GST UPDATE ON HC DECISION ON INTERMEDIARY SERVICES PART-1 118/2020-21
We all know that in order to consider a transaction as export of service, all the conditions as prescribed in section 2(6) of the IGST Act, 2017 should be fulfilled, i.e., supplier is located in India, recipient is located outside India, place of supply of service is outside India, payment is received in convertible foreign exchange and supplier of service and recipient are not merely establishments of a distinct person. However, in case of ‘intermediary services’ provided by service provider in India, GST is being leviable due to the fact that place of supply according to section 13(8) of the IGST Act, 2017, is location of service provider, which is in India, thereby not satisfying the condition that place of supply should be outside India. Consequently, the provision contained in section 13(8) of the IGST Act, 2017 has been challenged before the Hon’ble Gujarat High Court in the case of MATERIAL RECYCLING ASSOCIATION OF INDIA VERSUS UNION OF INDIA but theHon’ble High Court has upheld the validity of section 13(8)(b) and has confirmed that the service provided by intermediary in India cannot be treated as “export of services” under the IGST Act, 2017 and thus will be subject to CGST and SGST. The present update seeks to discuss the contentions and reasoning adopted by the High Court in summarised manner.
The contentions made by the petitioner can be categorised as follows for the sake of easy understanding:-
1.    Violation of Article 286 of the Constitution of India:-It was pleaded that according to Article 286 of Constitution, States cannot impose tax where supply takes place outside State or in the course of import or export of goods or services. However, Parliament is not authorised to legislate and artificially assign place of supply to be within India when clearly services are being exported out of India. It was contended that since the section 13(8) states place of supply to be location of service provider, the tax to be levied is CGST and SGST which is impermissible as State cannot levy tax on services which are provided outside State. Hence, it was contended that the provision of section 13(8) is violative of provisions contained in Article 286 of Constitution of India.
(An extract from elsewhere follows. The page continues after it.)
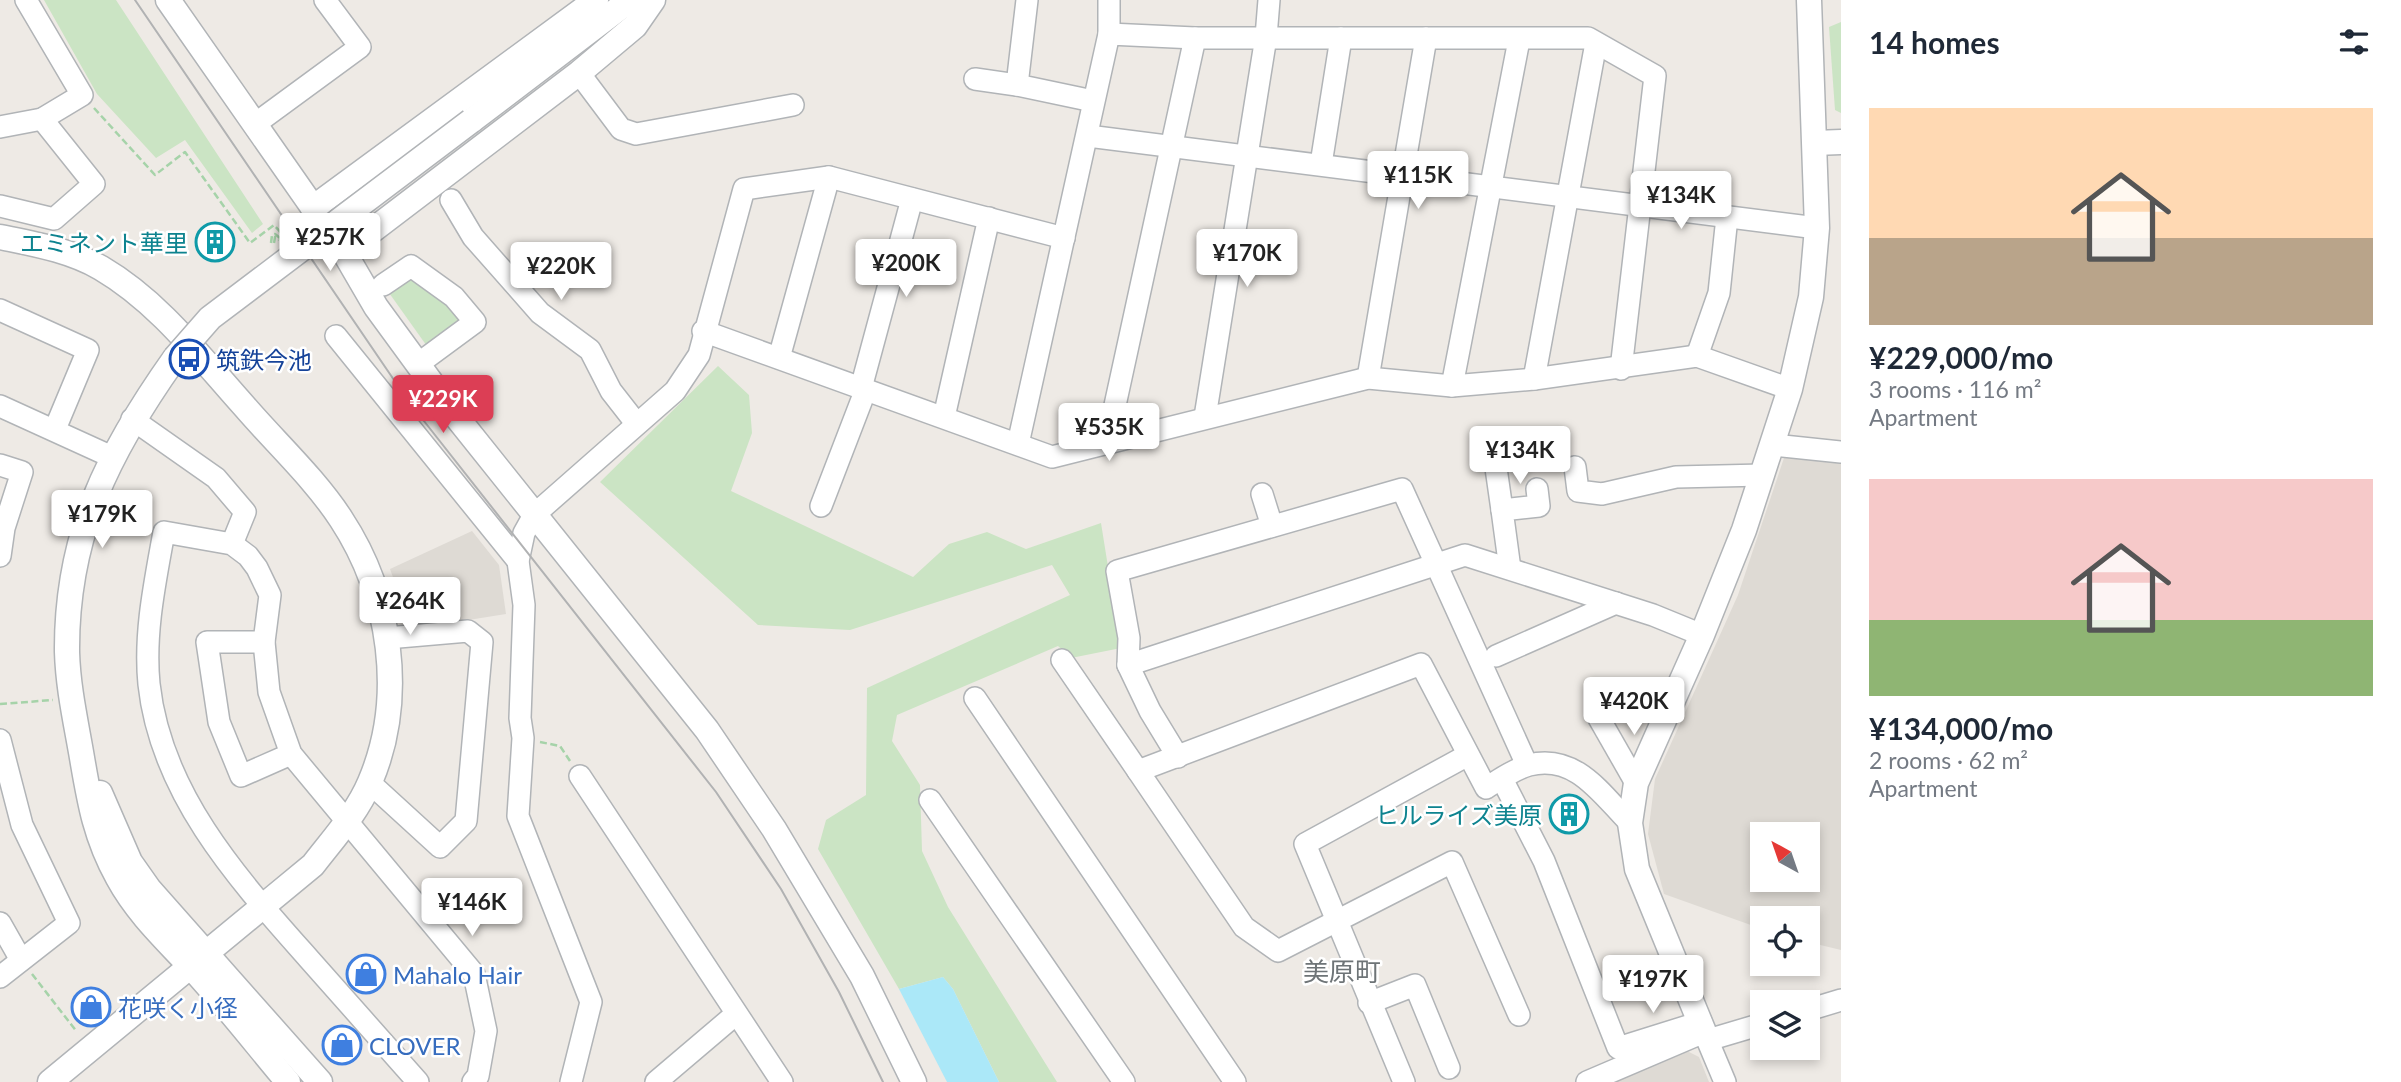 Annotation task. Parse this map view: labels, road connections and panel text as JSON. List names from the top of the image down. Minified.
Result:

2.    Violation of Article 14 of the Constitution of India:-It was contended that section 13(8) (b) renders differential treatment when services are supplied within territory of India and when supplied outside India. If supplier and recipient were located in India, then as per section 12 of the IGST Act, 2017 there was no special provision for determining place of supply for intermediary and general rule being location of recipient was applicable. Hence, different yardsticks prescribed for same set of services when both parties are situated within and outside India.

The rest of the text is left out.